Was die Philosophin über Klima und Umwelt, Entwicklung und Globalisierung schreibt, lässt sich an Papst Franziskus‘ Denken anschließen. Beide teilen eine Ethik der Umwelt, die Nachhaltigkeit sucht, sich um alle Geschöpfe sorgt und um die Verbundenheit aller Dinge weiß. Verletzlichkeit wird dabei nicht als Makel, sondern Charakteristikum und Chance des Menschseins begriffen. Und während es im Christentum der Gottesglaube ist, der weiterträgt, ist es bei Pelluchon eine Art immanente Vitalität, ein Über-Leben, das mit Erkennen von Grenzen, Demut und Mut zu tun hat. Pelluchons Essay schlägt damit eine Brücke zwischen dem christlichen und dem säkularen Nachdenken über Hoffnung.
Hoffen ist kein Optimismus
Dass Gesellschaften trotz Wissen um fatale Folgen ihres Handelns nicht in der Lage sind, bessere Wege einzuschlagen, hat laut Pelluchon nicht mit einem Mangel geteilter Überzeugungen, sondern mit einem Mangel an Hoffnung zu tun. Hoffen ist kein Optimismus: Hoffnung bedeutet laut Pelluchon, beklemmende Tatsachen nicht verdrängen zu müssen, sondern anerkennen zu können und den Mut zu finden, sich dem Unerwarteten zu öffnen. Hoffnung ist damit eine Entscheidung für das Leben, für jene „Energie, die bleibt, wenn nichts mehr bleibt“. Um dorthin zu gelangen, gilt es das Unmögliche zu durchqueren. Pelluchon ermutigt dazu, dieses Unmögliche hinter sich zu lassen - wie die Versuchung in der Wüste.

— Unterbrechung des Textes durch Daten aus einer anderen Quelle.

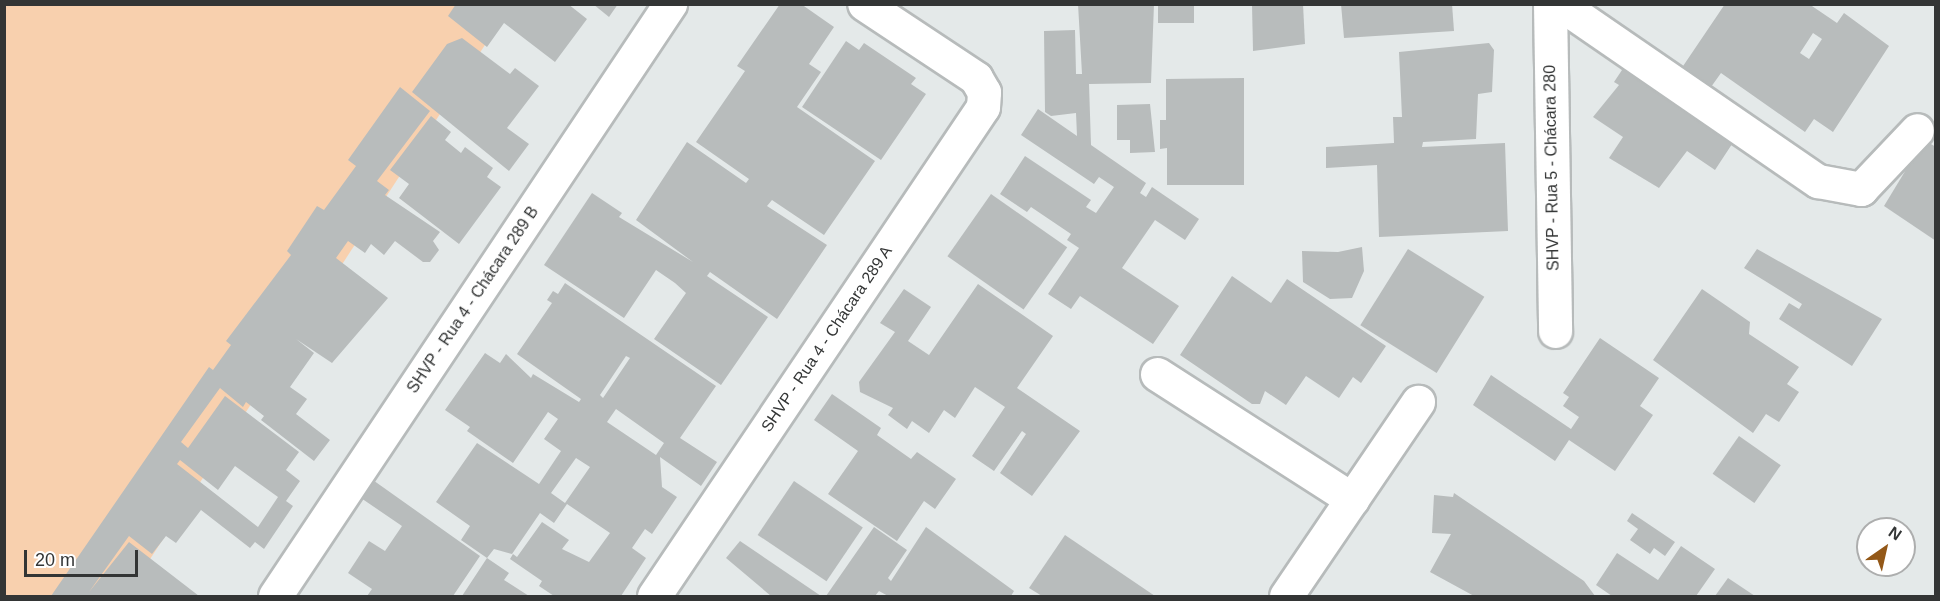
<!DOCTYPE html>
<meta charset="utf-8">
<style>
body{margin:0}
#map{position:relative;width:1940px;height:601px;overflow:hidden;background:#e4e9e9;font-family:Helvetica,sans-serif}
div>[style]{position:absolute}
.green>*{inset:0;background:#f8d0ae}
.building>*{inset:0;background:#b8bcbc;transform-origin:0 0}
.roads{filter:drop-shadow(2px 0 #b7bbbb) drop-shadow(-2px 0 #b7bbbb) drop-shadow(0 2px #b7bbbb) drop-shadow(0 -2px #b7bbbb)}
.minor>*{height:33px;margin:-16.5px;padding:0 16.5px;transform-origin:16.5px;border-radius:16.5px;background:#fff}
span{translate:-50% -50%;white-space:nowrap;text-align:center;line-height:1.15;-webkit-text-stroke:6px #fff;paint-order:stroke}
.street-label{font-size:16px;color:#333535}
.frame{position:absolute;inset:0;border:6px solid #333535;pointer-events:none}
.north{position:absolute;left:1856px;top:517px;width:60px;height:60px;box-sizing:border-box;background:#fff;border:2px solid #adaeae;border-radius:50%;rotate:34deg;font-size:16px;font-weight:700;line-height:24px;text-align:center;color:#333535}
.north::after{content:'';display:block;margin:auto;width:21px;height:27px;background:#935818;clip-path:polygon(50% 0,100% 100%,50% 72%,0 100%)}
.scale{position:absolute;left:24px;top:550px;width:114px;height:27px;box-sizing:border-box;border:3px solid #333535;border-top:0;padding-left:8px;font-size:18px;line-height:21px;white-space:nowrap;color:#333535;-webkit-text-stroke:4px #fff;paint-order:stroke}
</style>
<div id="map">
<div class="green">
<div style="clip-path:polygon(4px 5px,511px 5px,126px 596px,5px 596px)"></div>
</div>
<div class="building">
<div style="clip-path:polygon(456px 4px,568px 4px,587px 19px,555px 62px,504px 23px,487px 47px,448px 16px)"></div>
<div style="clip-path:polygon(593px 4px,618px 4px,609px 17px)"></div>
<div style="clip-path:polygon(780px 4px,801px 4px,834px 27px,809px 64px,821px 72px,797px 107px,875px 161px,824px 235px,772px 200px,767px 206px,827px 245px,777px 319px,710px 272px,707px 276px,768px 317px,721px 385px,654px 339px,686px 293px,675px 283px,656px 270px,624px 318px,544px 265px,592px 193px,622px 213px,619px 217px,693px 262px,636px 220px,687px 142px,746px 183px,749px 179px,696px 142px,745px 71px,737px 66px)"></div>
<div style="clip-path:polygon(1078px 4px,1154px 4px,1151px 83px,1089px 84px,1091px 145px,1146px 183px,1140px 193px,1146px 197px,1152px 187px,1199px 219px,1185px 240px,1155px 220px,1122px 268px,1179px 306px,1153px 344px,1080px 296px,1071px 309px,1048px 294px,1079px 248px,1067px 240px,1071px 234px,1031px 207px,1027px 212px,1000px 194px,1025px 156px,1091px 200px,1086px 207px,1096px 213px,1114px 187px,1099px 177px,1094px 184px,1021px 135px,1038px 109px,1077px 136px,1076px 113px,1051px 116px,1045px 112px,1044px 31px,1075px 30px,1076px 74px,1082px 74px)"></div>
<div style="left:1158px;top:4px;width:36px;height:19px"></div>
<div style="clip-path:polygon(1252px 4px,1303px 4px,1305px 44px,1253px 51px)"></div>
<div style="clip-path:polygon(1341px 4px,1452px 4px,1454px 31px,1344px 38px)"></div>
<div style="clip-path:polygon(evenodd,1725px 4px,1809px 4px,1837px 23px,1844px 13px,1889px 46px,1833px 132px,1814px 119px,1805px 132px,1721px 73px,1706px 94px,1677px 75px,1725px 4px,1813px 33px,1822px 39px,1809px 59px,1800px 53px,1813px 33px)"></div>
<div style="clip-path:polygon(462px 38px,510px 74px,515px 68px,539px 86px,507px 128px,529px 144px,509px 171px,412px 92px,447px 44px)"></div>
<div style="clip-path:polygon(846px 41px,859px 50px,864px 43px,916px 78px,911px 84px,926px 94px,881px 160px,802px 107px)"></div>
<div style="clip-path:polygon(1489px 43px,1494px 50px,1492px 92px,1478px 94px,1476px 139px,1423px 142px,1422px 147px,1505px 143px,1508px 231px,1379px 237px,1377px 165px,1326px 168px,1326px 147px,1394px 143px,1393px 117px,1402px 117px,1399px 52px)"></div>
<div style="clip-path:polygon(1628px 61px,1738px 135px,1715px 170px,1687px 151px,1659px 188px,1609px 158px,1623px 137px,1593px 117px,1619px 85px,1614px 82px)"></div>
<div style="clip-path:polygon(1244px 78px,1244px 185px,1167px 185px,1167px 148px,1160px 149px,1160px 120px,1166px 120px,1166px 79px)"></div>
<div style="clip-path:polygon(evenodd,400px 87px,430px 111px,377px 181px,389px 190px,385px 195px,440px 232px,433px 241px,439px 250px,430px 262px,423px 262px,395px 241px,384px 255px,371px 244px,365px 253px,348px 241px,336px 258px,388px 298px,332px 363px,296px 339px,314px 353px,290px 387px,307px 399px,296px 414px,330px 440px,314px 461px,261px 420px,264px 416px,246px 402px,243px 407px,220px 388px,181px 442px,188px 448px,225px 396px,299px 452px,286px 470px,300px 481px,286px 501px,293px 506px,264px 549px,255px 542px,250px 548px,201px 510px,176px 543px,166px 536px,152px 554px,129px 536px,89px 592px,129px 542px,199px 596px,51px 596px,209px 367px,213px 370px,231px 345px,226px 341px,291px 255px,287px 251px,317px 206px,324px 210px,356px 166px,348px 160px,400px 87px,180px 460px,218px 490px,235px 466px,278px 497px,258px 527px,177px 464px,180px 460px)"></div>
<div style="clip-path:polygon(1150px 104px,1155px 152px,1130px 153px,1130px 140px,1117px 140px,1117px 105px)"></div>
<div style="clip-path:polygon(431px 116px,451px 132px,445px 140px,461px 153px,465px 147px,493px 168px,487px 177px,501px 187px,459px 244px,399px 198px,409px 184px,390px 170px)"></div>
<div style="clip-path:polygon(1924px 140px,1936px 147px,1936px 241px,1884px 206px)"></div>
<div style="left:991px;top:194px;width:93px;height:76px;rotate:35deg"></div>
<div style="clip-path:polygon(1362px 247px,1364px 271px,1352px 298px,1330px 299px,1303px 282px,1302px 251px,1338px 252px)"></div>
<div style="left:1408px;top:249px;width:90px;height:90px;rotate:32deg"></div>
<div style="clip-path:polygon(1757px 249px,1882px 319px,1852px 366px,1779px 319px,1789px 303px,1799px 309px,1802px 304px,1744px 268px)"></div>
<div style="clip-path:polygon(1232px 276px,1271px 303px,1287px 279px,1386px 346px,1361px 383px,1353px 377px,1339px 398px,1306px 376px,1286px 405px,1265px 391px,1260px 404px,1252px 404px,1180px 355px)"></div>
<div style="clip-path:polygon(evenodd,565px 283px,716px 386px,680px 438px,717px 462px,701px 486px,660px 457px,662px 487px,677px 497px,652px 534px,645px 529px,632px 548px,646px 558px,621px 596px,554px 596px,539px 586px,542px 581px,510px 559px,513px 554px,517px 557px,542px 522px,569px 540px,562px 549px,589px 562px,610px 533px,567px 504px,554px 523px,540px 513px,512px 554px,494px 549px,487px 558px,461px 540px,470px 526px,436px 502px,477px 443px,539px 484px,561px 451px,544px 439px,558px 419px,548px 412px,513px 463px,467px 431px,470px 427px,445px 410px,485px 353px,500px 363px,506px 354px,531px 378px,533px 374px,579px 402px,581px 399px,517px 354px,552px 303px,547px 300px,553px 291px,558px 294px,565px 283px,626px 356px,630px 358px,603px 398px,600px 395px,626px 356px,565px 283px,616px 409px,664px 443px,656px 455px,607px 422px,616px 409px,565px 283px,576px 458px,590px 467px,565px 503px,551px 493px,576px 458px)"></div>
<div style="clip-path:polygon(978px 284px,1053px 336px,1017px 388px,1080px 431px,1032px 496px,1000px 473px,1026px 434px,1022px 431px,994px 471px,972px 456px,1005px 407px,975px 387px,955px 418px,944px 410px,929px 433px,912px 421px,907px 429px,888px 415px,893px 408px,860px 392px,859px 382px,895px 332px,880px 323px,904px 289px,931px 307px,908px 341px,929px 355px)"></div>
<div style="clip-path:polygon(1702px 289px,1750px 322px,1749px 334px,1799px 367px,1787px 384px,1799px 392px,1779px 422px,1766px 414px,1753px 433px,1653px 360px)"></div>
<div style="clip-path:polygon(1600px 338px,1659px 378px,1640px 406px,1653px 415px,1615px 471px,1569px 440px,1555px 461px,1473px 405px,1491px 375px,1571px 429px,1579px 417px,1563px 406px,1569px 397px,1563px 393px)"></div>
<div style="clip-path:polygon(832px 394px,881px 428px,877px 435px,911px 459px,917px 452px,956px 479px,935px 509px,924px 501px,897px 541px,828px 494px,858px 451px,814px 420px)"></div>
<div style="left:1739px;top:436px;width:51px;height:46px;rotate:35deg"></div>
<div style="clip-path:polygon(370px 478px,480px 556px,453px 596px,367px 596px,372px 589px,348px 573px,369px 541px,385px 551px,402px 526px,358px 496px)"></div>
<div style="left:794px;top:481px;width:83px;height:65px;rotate:34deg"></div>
<div style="clip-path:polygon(1454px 493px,1584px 581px,1595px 596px,1474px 596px,1430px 572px,1451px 534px,1432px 533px,1434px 495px,1453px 497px)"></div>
<div style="clip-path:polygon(1632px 513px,1675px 542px,1665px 556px,1654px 548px,1650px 554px,1630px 540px,1638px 529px,1627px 521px)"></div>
<div style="clip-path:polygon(874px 527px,907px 550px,888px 578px,891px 581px,926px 527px,1014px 591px,1011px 596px,888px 596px,879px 591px,875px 596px,826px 596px)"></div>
<div style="clip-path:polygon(1065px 535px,1155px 596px,1042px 596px,1029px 588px)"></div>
<div style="clip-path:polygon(740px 541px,821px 596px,771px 596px,726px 558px)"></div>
<div style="clip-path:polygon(1681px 546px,1715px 569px,1696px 596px,1612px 596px,1596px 585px,1617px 553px,1658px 580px)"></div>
<div style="clip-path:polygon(487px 558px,509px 573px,504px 580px,529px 596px,462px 596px)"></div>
<div style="clip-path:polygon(1728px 578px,1755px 596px,1715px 596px)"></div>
</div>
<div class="roads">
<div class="minor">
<div style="left:1550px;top:4px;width:327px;rotate:89.1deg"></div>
<div style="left:1560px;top:4px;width:313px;rotate:34.5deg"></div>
<div style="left:1818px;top:181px;width:44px;rotate:10.5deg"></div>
<div style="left:1861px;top:189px;width:81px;rotate:-46.5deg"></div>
<div style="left:1157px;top:374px;width:232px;rotate:32.7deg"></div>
<div style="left:275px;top:596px;width:712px;rotate:-56.29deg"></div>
<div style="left:654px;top:596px;width:589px;rotate:-56.07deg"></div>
<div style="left:983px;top:107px;width:15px;rotate:-86deg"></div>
<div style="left:984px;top:92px;width:16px;rotate:-120deg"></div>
<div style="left:976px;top:78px;width:134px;rotate:-146.5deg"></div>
<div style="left:1286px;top:596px;width:235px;rotate:-55.8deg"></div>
</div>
</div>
<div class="street-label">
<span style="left:1552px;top:168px;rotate:-91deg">SHVP - Rua 5 - Chácara 280</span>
<span style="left:473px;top:300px;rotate:-56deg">SHVP - Rua 4 - Chácara 289 B</span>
<span style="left:827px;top:339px;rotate:-56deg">SHVP - Rua 4 - Chácara 289 A</span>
</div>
<div class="frame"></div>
<div class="north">N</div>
<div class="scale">20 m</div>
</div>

Vorboten einer anthropologischen Wende seien heute sichtbar, ist die Autorin überzeugt, die als Beispiele die Tierschutz- und Klimaschutzbewegung nennt. Ihr Bekenntnis kommt zur rechten Zeit, denn „letzlich ist Hoffnung das, wonach unsere Seele hungert und dessen Mangel uns verbittert oder gewalttätig werden lässt“, schreibt Pelluchon. Schwarzmalerei und Endzeitfantasien setzt die Autorin mit ihrer Philosophie der Hoffnung einen Raum des Möglichen entgegen.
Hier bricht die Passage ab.